When parents seek a divorce, child custody is often their most pressing concern. In fact, disputes over legal custody and parenting time can continue until the youngest child finally reaches adulthood.
If you’re unhappy with the parenting time allocation you currently have, can you ask the court for a modification? Maybe.
Has it been at least two years since the prior order was established?
No matter how much you hate the current orders surrounding your custody and parenting time, the court won’t even entertain the notion of a modification for the first two years unless one of the following is true:
- The current situation somehow seriously puts your child’s mental, moral, physical or emotional health at risk.
- The child’s other custodian has already given the child over to another “de facto” custodian.

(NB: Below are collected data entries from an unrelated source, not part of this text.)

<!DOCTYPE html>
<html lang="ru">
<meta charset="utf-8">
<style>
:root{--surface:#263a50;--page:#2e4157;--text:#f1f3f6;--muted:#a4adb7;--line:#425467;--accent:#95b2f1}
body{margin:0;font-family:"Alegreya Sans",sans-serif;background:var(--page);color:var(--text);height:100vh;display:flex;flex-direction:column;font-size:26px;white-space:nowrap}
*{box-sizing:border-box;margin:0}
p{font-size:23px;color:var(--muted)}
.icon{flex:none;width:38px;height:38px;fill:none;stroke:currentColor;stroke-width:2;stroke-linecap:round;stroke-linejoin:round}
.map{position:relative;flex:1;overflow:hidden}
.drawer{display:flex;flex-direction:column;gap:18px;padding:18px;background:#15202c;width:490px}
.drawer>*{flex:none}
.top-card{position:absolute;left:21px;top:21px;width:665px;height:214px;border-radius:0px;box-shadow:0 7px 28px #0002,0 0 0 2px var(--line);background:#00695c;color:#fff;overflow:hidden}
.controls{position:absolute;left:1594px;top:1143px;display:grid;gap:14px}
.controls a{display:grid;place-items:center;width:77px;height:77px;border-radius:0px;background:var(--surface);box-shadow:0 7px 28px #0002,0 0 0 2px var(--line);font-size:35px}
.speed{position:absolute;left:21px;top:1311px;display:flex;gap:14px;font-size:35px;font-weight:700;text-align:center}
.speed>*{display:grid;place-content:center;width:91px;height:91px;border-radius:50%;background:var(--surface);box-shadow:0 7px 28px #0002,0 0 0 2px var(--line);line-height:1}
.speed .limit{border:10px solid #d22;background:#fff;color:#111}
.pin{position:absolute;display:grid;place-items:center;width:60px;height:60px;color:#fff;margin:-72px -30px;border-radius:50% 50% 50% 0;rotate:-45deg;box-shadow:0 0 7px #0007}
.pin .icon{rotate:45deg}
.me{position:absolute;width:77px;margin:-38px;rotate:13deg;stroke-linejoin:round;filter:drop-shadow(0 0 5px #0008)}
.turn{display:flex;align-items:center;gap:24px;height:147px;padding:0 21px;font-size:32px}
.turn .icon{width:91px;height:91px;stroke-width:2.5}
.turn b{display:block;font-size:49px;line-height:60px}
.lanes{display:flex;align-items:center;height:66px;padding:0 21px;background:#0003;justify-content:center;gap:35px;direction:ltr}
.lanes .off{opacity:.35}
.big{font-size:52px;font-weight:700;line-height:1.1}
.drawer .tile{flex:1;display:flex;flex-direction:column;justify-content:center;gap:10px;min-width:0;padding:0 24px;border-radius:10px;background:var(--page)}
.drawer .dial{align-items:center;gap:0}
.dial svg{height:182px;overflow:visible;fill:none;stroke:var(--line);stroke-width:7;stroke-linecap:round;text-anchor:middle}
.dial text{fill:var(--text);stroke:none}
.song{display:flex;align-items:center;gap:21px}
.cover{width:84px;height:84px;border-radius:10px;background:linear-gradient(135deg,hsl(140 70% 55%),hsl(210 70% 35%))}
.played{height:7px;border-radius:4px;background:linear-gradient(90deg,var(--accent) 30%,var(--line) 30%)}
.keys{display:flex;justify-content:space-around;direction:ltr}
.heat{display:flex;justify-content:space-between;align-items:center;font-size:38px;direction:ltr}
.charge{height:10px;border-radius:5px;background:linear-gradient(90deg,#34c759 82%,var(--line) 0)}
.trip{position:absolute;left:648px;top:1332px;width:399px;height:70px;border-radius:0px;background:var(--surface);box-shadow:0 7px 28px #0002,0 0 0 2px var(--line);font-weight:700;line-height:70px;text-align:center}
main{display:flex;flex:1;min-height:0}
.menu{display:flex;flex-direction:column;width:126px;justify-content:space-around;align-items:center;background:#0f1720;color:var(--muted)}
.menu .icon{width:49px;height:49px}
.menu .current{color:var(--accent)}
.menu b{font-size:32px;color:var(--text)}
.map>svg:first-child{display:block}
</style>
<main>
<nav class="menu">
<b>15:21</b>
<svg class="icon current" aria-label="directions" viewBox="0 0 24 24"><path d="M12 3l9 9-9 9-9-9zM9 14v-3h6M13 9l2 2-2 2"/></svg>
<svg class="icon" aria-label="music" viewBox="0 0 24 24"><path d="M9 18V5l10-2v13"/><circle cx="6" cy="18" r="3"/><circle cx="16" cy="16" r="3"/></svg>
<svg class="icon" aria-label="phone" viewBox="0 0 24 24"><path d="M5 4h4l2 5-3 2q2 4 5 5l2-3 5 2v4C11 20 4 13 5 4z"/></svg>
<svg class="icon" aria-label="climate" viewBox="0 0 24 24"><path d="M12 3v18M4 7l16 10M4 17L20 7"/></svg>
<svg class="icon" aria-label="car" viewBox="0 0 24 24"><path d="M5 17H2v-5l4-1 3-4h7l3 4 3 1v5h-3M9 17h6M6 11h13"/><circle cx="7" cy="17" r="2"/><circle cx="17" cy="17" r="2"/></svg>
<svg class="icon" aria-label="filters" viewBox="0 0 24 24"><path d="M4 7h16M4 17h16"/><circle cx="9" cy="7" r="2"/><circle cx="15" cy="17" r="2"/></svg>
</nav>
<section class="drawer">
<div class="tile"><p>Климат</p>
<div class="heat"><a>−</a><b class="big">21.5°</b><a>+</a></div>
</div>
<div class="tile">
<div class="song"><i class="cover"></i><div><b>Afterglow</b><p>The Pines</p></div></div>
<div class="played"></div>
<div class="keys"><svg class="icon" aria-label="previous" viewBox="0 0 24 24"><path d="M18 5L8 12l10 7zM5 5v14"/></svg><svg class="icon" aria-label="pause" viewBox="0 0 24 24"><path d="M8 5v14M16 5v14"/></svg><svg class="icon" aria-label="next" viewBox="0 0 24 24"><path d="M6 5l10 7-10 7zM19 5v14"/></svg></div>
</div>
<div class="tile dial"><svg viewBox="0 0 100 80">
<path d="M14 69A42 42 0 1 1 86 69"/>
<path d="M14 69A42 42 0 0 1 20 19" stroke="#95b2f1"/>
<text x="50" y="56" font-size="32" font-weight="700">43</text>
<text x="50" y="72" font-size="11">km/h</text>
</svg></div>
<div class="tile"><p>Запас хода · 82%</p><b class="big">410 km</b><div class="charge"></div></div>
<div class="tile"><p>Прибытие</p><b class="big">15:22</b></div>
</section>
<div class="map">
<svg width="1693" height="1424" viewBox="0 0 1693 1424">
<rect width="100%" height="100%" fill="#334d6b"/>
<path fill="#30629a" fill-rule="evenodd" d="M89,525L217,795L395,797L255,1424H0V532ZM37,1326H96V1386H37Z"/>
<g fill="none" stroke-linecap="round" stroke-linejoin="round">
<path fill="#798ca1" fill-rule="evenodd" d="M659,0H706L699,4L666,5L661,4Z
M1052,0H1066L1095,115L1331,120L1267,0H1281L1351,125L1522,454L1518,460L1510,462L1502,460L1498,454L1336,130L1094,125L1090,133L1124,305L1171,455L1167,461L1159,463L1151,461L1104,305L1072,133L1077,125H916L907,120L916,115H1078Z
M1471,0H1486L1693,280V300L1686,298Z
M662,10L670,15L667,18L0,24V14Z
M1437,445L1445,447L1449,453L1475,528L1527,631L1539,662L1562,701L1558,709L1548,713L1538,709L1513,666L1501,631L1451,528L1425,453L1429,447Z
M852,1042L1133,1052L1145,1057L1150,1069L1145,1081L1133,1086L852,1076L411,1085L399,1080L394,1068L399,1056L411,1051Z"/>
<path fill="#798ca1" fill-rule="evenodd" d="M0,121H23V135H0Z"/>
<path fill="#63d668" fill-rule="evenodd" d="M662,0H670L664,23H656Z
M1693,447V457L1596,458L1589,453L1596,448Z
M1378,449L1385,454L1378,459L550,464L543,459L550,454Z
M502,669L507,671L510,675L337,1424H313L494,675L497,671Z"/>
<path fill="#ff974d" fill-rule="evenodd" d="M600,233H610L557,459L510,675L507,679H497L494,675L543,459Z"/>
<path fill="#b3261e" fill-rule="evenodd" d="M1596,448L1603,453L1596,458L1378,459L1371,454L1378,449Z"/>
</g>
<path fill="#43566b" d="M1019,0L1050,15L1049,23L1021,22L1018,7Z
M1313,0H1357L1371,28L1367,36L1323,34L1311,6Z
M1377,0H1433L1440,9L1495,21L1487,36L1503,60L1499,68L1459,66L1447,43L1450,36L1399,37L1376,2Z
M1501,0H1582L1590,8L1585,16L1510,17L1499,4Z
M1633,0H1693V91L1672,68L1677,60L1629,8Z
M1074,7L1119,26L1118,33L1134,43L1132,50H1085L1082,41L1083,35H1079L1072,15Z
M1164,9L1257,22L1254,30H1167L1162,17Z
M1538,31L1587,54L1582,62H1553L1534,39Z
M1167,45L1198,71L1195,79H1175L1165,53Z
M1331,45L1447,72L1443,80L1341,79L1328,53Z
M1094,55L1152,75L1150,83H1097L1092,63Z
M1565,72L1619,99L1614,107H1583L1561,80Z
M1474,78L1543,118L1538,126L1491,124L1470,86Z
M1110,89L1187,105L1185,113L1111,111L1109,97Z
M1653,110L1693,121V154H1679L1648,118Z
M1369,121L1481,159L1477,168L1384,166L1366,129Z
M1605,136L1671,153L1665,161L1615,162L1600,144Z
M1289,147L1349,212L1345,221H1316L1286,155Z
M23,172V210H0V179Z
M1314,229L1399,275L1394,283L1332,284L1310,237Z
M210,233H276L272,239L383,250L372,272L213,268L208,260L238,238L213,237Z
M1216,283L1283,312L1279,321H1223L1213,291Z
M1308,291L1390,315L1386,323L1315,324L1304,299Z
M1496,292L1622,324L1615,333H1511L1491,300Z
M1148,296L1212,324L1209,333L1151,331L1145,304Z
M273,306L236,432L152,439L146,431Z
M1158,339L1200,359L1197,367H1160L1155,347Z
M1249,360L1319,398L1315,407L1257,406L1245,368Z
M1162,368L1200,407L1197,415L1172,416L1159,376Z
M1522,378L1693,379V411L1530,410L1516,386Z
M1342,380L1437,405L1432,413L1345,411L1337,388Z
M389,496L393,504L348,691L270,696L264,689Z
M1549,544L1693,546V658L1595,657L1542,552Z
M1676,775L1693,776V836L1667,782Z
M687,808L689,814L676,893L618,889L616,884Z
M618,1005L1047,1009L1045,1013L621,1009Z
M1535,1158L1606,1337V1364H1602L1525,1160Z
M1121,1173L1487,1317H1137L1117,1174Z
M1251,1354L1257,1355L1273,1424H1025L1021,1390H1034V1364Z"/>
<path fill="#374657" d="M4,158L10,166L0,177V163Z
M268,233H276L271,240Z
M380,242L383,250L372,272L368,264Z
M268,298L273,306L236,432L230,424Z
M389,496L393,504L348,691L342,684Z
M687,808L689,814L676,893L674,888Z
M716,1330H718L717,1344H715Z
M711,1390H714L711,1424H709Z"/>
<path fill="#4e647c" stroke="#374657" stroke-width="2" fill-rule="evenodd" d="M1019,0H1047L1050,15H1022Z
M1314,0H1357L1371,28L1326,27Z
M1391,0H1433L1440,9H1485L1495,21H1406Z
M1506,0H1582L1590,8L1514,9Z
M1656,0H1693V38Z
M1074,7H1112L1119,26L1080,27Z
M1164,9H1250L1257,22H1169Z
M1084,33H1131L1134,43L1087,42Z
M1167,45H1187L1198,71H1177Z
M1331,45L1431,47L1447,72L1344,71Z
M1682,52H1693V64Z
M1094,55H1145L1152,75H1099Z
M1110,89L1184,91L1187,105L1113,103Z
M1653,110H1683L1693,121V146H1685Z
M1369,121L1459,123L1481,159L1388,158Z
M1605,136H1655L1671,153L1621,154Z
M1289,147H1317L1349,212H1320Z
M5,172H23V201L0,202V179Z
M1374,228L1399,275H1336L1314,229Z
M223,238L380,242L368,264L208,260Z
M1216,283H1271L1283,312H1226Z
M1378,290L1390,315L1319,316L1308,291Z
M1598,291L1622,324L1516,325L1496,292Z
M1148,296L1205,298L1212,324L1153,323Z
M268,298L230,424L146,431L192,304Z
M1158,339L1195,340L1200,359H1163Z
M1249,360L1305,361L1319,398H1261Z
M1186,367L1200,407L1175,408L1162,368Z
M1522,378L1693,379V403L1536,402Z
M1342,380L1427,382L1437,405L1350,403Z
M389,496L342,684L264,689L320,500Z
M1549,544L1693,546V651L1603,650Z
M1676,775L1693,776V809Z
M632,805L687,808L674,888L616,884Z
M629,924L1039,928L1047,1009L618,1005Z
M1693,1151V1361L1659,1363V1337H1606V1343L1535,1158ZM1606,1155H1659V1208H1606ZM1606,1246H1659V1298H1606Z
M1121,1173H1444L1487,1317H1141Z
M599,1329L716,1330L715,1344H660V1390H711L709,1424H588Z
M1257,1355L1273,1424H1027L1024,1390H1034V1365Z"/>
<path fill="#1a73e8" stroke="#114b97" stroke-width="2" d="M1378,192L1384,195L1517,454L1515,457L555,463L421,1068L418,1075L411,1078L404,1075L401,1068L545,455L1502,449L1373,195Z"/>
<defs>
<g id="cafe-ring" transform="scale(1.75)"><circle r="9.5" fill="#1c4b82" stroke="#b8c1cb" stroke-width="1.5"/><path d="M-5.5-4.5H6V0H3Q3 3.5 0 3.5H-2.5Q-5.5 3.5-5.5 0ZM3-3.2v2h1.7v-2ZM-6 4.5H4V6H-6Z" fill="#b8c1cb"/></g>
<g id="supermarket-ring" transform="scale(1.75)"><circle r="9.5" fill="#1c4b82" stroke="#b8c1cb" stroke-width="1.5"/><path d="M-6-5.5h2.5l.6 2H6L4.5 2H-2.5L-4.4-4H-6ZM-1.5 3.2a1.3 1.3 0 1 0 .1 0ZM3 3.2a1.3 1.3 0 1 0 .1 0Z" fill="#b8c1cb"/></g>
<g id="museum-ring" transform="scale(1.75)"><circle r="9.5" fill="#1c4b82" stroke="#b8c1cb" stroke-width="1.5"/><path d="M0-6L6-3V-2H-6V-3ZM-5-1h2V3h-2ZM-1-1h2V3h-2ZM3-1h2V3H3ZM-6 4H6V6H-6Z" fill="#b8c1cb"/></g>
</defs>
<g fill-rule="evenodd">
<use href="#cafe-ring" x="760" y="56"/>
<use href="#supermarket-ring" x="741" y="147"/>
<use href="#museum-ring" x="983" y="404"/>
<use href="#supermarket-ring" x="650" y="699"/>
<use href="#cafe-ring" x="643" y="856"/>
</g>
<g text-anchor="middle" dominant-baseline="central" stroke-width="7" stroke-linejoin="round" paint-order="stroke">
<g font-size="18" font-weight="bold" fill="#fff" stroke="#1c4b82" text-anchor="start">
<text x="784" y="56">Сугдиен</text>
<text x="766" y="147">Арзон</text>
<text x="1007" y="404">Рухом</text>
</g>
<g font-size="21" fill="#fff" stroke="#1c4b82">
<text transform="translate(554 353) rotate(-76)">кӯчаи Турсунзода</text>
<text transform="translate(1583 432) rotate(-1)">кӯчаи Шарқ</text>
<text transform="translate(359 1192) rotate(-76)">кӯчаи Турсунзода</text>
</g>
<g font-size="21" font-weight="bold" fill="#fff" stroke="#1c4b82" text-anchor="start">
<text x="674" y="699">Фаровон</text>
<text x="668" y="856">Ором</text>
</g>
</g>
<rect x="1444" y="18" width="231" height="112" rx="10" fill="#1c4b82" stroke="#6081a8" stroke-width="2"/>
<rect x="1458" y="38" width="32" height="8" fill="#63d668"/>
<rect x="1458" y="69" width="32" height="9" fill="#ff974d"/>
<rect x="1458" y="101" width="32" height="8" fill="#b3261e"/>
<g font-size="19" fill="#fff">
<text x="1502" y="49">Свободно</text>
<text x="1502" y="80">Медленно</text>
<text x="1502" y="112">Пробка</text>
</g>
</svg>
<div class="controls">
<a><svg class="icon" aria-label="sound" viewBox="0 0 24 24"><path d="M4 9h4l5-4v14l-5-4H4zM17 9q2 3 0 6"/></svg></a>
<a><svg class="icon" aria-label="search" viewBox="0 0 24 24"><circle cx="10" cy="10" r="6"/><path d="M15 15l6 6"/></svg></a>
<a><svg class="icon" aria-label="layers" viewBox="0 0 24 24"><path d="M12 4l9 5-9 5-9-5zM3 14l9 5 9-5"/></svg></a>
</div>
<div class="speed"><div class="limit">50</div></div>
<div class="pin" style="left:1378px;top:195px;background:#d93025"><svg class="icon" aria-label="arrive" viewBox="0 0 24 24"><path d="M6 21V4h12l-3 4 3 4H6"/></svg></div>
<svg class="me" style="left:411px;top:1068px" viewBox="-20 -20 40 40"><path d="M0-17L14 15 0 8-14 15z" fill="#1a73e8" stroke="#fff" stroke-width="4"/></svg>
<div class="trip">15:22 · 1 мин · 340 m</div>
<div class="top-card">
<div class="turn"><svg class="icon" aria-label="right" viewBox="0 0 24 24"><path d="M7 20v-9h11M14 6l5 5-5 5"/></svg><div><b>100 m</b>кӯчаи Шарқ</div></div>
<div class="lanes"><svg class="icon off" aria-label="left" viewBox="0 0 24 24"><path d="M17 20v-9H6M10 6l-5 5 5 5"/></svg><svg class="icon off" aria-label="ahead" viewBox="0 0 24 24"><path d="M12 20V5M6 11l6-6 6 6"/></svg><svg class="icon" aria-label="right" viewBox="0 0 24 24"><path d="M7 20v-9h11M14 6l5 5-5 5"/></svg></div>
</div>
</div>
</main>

For example, maybe your child’s other parent has developed a serious drug addiction since your split, and you’re genuinely worried about their ability to handle even basic parenting responsibilities. Maybe your co-parent left for parts unknown, and you find out that your child has been staying with their grandparent.
Do you have a good reason for asking for the modification?
Even if it has been two years (or longer) since the custody and parenting order was established, you may still not be able to obtain a modification without a good reason. The court will always be concerned first with what’s in the best interests of the children — not what the parents may want.
Because child custody issues can be very emotional for the people involved, it’s wisest to get experienced legal guidance regarding your options. That may help you uncover solutions to your custody problem that hadn’t considered.